WHAT NEEDS TO BE DONE:
Omitting all images, output the entries that follow exactly as written.

Collected data
________________________________________
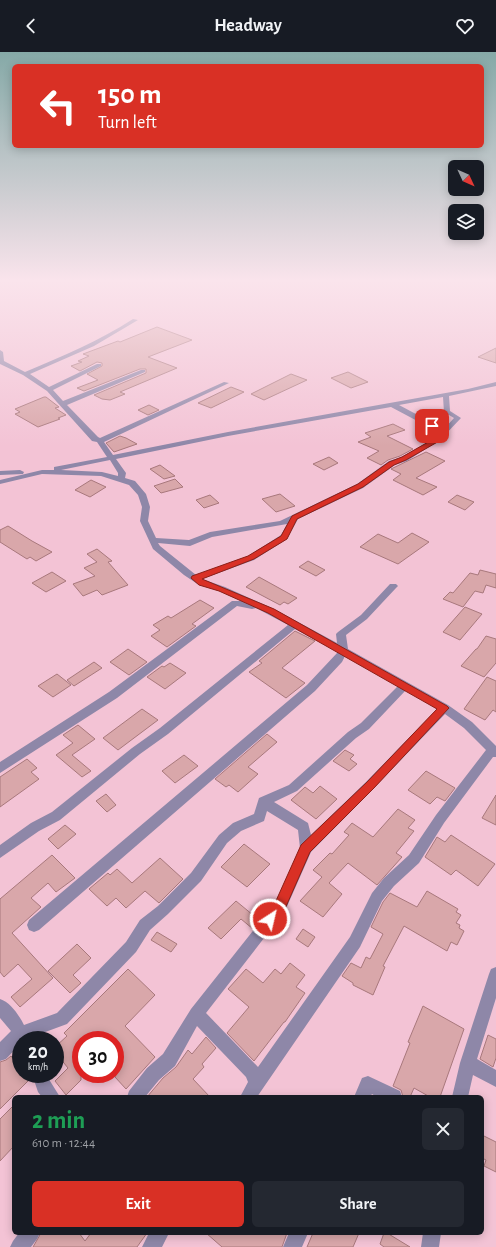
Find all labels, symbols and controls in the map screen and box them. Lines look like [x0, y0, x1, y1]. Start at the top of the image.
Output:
icon: back [20, 15, 42, 37]
icon: heart [454, 15, 476, 37]
text: Headway [214, 17, 282, 35]
icon: left [32, 80, 84, 132]
text: 150 m [98, 81, 162, 109]
text: Turn left [98, 114, 157, 132]
north arrow [448, 160, 484, 196]
map controls [448, 160, 484, 240]
button: layers [448, 204, 484, 240]
pin [415, 409, 449, 443]
icon: arrive [421, 415, 443, 437]
position arrow [249, 898, 291, 940]
speed limit sign: 30 [72, 1031, 124, 1083]
text: 20 [28, 1042, 48, 1062]
text: km/h [28, 1062, 48, 1072]
button: close [422, 1108, 464, 1150]
text: 2 min [32, 1109, 85, 1133]
text: 610 m · 12:44 [32, 1137, 95, 1150]
button: Exit [32, 1181, 244, 1227]
button: Share [252, 1181, 464, 1227]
________________________________________
EXERCISE SOLUTION:
Find all labels, symbols and controls in the map screen and box them. Lines look like [x0, y0, x1, y1]. Start at the top of the image.
Output:
icon: back [20, 15, 42, 37]
icon: heart [454, 15, 476, 37]
text: Headway [214, 17, 282, 35]
icon: left [32, 80, 84, 132]
text: 150 m [98, 81, 162, 109]
text: Turn left [98, 114, 157, 132]
north arrow [448, 160, 484, 196]
map controls [448, 160, 484, 240]
button: layers [448, 204, 484, 240]
pin [415, 409, 449, 443]
icon: arrive [421, 415, 443, 437]
position arrow [249, 898, 291, 940]
speed limit sign: 30 [72, 1031, 124, 1083]
text: 20 [28, 1042, 48, 1062]
text: km/h [28, 1062, 48, 1072]
button: close [422, 1108, 464, 1150]
text: 2 min [32, 1109, 85, 1133]
text: 610 m · 12:44 [32, 1137, 95, 1150]
button: Exit [32, 1181, 244, 1227]
button: Share [252, 1181, 464, 1227]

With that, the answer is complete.